[Description of the task] Among the records, find the lines that hold the string "tools" and return them.

....

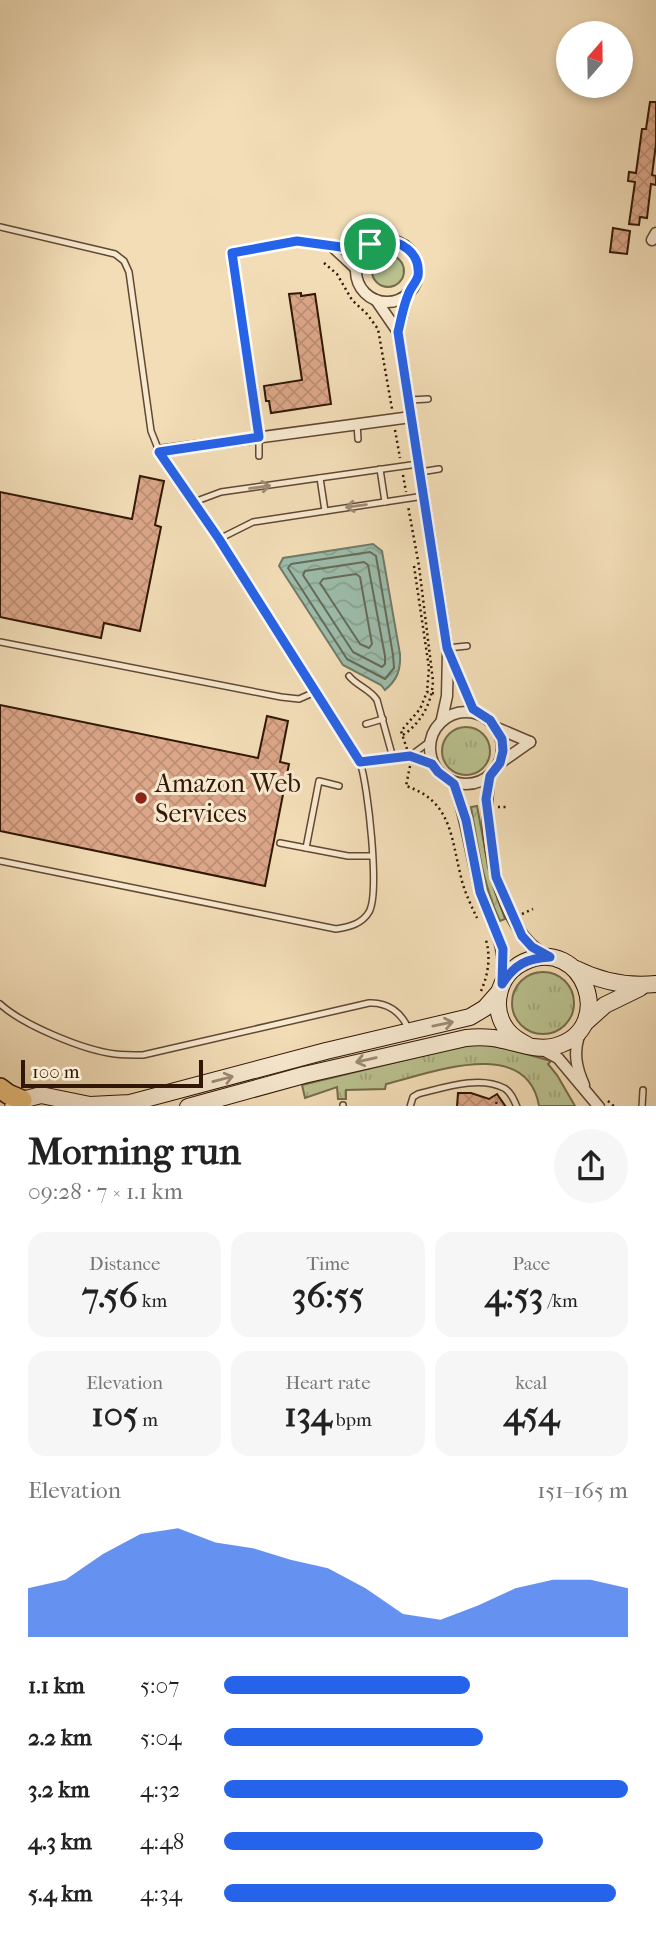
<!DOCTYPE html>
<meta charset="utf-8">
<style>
body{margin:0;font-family:"IM FELL French Canon",serif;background:#f6f6f6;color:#222;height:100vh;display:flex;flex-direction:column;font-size:26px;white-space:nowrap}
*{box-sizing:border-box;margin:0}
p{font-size:23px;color:#767676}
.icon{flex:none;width:38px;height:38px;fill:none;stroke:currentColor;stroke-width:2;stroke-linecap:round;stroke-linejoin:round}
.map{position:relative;height:1106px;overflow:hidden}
.sheet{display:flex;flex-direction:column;background:#fff;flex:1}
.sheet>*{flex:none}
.needle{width:46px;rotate:20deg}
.tools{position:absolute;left:556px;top:21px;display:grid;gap:14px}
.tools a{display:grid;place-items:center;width:77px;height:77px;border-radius:50%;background:#fff;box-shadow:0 4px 10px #0003;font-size:35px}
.scale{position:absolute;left:21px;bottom:18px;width:182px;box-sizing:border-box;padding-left:7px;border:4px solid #311705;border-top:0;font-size:19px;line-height:24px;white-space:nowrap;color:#311705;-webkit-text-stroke:5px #f7e9d0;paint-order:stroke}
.pin{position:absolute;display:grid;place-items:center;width:60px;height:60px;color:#fff;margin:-30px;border:4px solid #fff;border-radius:50%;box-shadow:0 2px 7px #0007}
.round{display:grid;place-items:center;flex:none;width:74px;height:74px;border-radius:37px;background:#f6f6f6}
.summary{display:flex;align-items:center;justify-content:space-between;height:119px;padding:0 28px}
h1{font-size:38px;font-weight:700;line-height:52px}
.figures{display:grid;grid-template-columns:repeat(3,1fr);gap:10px;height:119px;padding:7px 28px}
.figures div{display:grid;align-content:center;border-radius:18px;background:#f6f6f6;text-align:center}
.figures b{font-size:35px;font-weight:700}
.figures small{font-size:19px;font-weight:400}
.figures p{font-size:19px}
.chart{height:196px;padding:14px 28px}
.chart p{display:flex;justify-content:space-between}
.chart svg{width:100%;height:126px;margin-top:7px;fill:#2563eb;opacity:.7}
ul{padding:0 28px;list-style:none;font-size:23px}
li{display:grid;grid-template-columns:112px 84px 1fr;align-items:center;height:52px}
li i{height:18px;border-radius:9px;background:#2563eb}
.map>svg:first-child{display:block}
.grass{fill:url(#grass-tufts);stroke:#766c4a;stroke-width:2}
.water{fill:url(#water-waves);stroke:#717a68;stroke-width:2}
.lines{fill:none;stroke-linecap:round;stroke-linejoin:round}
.shore{stroke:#666a58;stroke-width:2}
.building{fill:url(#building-cross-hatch);stroke:#311705;stroke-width:2}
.lane-casing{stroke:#614832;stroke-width:8}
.street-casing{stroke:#614832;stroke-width:13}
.secondary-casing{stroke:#311705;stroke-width:18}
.highway-casing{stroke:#311705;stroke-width:22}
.path{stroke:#311705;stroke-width:2.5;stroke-dasharray:2 3.5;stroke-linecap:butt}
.lane{stroke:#f7e9d0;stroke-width:5}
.street{stroke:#f7e9d0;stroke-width:10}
.secondary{stroke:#f7e9d0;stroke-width:16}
.highway{stroke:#e9be7c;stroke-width:19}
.oneway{stroke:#9e8a75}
.route-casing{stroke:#fff;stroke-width:14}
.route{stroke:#2563eb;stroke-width:9}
.poi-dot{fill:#8f2418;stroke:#f7e9d0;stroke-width:2.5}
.labels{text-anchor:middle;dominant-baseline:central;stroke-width:6;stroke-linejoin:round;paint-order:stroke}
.poi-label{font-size:26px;fill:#311705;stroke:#f7e9d0;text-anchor:start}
</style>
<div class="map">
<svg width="656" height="1107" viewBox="0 0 656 1107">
<defs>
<pattern id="grass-tufts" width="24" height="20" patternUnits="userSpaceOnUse" patternTransform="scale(1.75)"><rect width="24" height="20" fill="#bac18f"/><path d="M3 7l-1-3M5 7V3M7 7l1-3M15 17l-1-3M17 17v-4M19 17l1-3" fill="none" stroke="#a0a57a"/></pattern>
<pattern id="water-waves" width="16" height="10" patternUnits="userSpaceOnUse" patternTransform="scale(1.75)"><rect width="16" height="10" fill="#9cbcaa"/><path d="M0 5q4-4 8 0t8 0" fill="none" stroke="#87a191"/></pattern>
<pattern id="building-cross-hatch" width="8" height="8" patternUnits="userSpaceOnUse" patternTransform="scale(1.75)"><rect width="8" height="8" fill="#dca789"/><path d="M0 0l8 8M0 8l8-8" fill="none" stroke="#bd8f75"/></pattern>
</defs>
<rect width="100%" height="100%" fill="#f2ddb7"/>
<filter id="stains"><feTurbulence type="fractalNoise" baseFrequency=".00286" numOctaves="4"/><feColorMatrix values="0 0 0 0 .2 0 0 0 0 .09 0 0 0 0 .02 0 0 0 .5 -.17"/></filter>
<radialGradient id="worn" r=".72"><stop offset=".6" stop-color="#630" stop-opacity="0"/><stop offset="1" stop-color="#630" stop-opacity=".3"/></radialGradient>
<g class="grass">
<circle cx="388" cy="271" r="16"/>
<circle cx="466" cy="751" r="24"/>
<path d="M477,806L489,870L505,919L500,921C483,885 478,847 471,807Z"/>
<circle cx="543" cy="1003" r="31"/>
<path d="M483,1044L512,1050L551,1061L548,1064L557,1075L575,1106H539C527,1035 431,1073 386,1084L385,1089L346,1090V1099H338L337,1087L305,1098L302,1085L462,1046Z"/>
</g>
<path class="water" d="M373,544L382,551L400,654C401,670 397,680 385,690L381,685L343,665L279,566L283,558Z"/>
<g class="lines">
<g class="shore">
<path d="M370,552L376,556L393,655L394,668L385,679L347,659L288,568L291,564Z"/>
<path d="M364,562L368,565L385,656V664L382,667L353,652L303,575L305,571Z"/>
<path d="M356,574L360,577L372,644L369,648L360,644L320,583L323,579Z"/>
</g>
</g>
<g class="building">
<path d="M650,102H656V144L652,175L656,176V185L651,184L647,218L640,217L639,225L629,224L635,182L628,181L629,172L636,173L642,129H646Z"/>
<path d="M613,228L630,231L627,254L610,252Z"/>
<path d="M301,293V296L315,294L331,404L271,413L269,401H266L264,386L302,380L289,294Z"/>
<path d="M140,476L164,481L155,525L161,527L140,631L104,623L101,638L0,617V492L132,519Z"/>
<path d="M0,705L258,758L267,716L288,721L280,762L289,764L265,886L0,831Z"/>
<path d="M458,1093H471L489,1099L497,1094L506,1107H457Z"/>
</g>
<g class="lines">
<g class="lane-casing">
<g id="lane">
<path d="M0,227L115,254L124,261L129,272L151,431L159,451L219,539L360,762C368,785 380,893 369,912C362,924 349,927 336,929L0,861"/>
<path d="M327,245L356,272"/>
<path d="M410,400L428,399"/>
<path d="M357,424L358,439"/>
<path d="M259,456V437L232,253L297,241L363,250"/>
<path d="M380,469L385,502"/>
<path d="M420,472L439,469"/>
<path d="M320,478L325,511"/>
<path d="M194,502L221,492L418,464"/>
<path d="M219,539L253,522L424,496"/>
<path d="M0,642L281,697L299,699L315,692"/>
<path d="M447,648L467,646"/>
<path d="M349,676C357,686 370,689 377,700L393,758"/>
<path d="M366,724L383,719"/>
<path d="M429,742L410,756L433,763"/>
<path d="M360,762L410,756"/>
<path d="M280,843L348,856H372"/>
<path d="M306,848L319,781L339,786"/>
<path d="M0,1004C23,1025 83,1050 115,1054C124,1055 134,1055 143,1055L369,1003C387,1002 401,1012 408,1028"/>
<path d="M343,1107V1105"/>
<path d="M410,1107L413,1097L418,1094C443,1088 479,1075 504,1088C511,1092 514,1100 517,1107"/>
<path d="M642,1107L643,1090"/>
</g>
</g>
<g class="street-casing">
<g id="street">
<path d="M652,240L656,233"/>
<circle cx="387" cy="271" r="31"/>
<path d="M376,300L398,332L408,293"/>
<path d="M398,332L448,653L447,696L442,719"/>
<path d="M159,451L411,417"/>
<path d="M450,656L473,709L478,714"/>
<circle cx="466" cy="748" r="36"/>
<path d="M497,728L530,742"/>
<path d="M500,763L530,742"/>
<path d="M490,776C480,826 497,932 548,956"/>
<path d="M454,784C467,820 470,853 480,889C490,926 507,939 502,981"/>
<path d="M580,1033C573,1052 576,1067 584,1085"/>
<path d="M543,1050L558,1058L599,1107"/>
</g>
</g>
<g class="secondary-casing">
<g id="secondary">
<path d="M576,969C602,982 627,987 656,984"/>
<path d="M586,1022L605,1005L640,988"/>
<path d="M13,1107L22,1100L41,1095L90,1105L130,1103L326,1051L470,1017L485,1008L499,992"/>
<path d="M188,1107L304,1075L466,1038C475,1037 484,1037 493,1038C514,1041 536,1052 556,1046C618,1028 583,934 524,962C498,974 490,1008 507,1030C513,1038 521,1042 529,1046"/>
</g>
</g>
<g class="highway-casing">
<path id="highway" d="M0,1088L8,1094L22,1100"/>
</g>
<g class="path">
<path d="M349,241L351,228L364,225L370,220"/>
<path d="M324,263L337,274L352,300L367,314L378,329L392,409"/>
<path d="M395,430L400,458"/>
<path d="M403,475L406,492"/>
<path d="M414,566L429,668L427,692"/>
<path d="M403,735C421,723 432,703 433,681L419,566L408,506"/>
<path d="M407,749L401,731L420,709L427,692L437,694"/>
<path d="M410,766L406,786C452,801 451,838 461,877C464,891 471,905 477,918"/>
<path d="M498,807H508"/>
<path d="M522,914L533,909"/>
<path d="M481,991C488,975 491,958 486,940"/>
<path d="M608,1101L615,1107"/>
<path d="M496,1102L498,1107"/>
</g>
<use href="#lane" class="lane"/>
<use href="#street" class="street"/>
<use href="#secondary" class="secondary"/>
<use href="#highway" class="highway"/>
</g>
<defs><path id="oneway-shaft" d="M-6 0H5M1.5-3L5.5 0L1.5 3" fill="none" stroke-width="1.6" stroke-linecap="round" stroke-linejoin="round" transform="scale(1.75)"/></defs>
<g class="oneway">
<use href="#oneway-shaft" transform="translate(260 487) rotate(-8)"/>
<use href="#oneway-shaft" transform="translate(356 506) rotate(172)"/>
<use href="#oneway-shaft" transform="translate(443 1024) rotate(-12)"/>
<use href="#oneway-shaft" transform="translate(366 1060) rotate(167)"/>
<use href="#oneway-shaft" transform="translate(223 1079) rotate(-15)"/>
</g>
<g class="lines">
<g class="route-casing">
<path id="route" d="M380,240C400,240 421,252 418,276C416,283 410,288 408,295C403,307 401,320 398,332L447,648L473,709L490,720L502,739L503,751L500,763L490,776L486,799L496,877L522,936L532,947L550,957C527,958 514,965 502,984L503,949L480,892L466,820L454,784L438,772L432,764L410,756L360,762L219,539L159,452L259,437L232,253L297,241L363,250Z"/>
</g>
<use href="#route" class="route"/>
</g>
<circle class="poi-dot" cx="141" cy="798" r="7"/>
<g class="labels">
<g class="poi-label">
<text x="155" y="783">Amazon Web<tspan x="155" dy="30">Services</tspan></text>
</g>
</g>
<rect width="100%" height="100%" filter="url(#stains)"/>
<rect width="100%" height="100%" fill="url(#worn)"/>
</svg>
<div class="tools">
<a><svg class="needle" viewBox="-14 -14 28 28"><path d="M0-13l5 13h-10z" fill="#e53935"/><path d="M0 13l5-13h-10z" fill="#767676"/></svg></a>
</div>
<div class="scale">100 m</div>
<div class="pin" style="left:370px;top:244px;background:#1e9e55"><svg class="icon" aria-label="arrive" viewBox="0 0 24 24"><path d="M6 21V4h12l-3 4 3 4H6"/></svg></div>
</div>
<section class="sheet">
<div class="summary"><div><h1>Morning run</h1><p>09:28 · 7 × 1.1 km</p></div><a class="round"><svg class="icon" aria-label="share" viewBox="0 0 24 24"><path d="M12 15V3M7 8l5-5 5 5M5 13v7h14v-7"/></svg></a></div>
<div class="figures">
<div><p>Distance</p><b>7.56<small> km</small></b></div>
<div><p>Time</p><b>36:55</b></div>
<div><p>Pace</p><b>4:53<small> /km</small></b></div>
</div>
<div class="figures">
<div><p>Elevation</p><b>105<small> m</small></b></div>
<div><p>Heart rate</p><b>134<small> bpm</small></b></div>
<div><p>kcal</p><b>454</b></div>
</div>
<div class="chart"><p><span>Elevation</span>151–165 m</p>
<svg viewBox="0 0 160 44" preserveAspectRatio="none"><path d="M0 44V27L10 24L20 15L30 8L40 6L50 11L60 13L70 17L80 20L90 27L100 36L110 38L120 33L130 27L140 24L150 24L160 27V44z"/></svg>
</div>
<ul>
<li><b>1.1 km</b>5:07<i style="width:61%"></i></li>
<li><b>2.2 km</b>5:04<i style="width:64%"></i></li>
<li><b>3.2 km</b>4:32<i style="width:100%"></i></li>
<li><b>4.3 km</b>4:48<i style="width:79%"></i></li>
<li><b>5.4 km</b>4:34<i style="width:97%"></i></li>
</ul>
</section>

....

[Response below]
.tools{position:absolute;left:556px;top:21px;display:grid;gap:14px}
.tools a{display:grid;place-items:center;width:77px;height:77px;border-radius:50%;background:#fff;box-shadow:0 4px 10px #0003;font-size:35px}
<div class="tools">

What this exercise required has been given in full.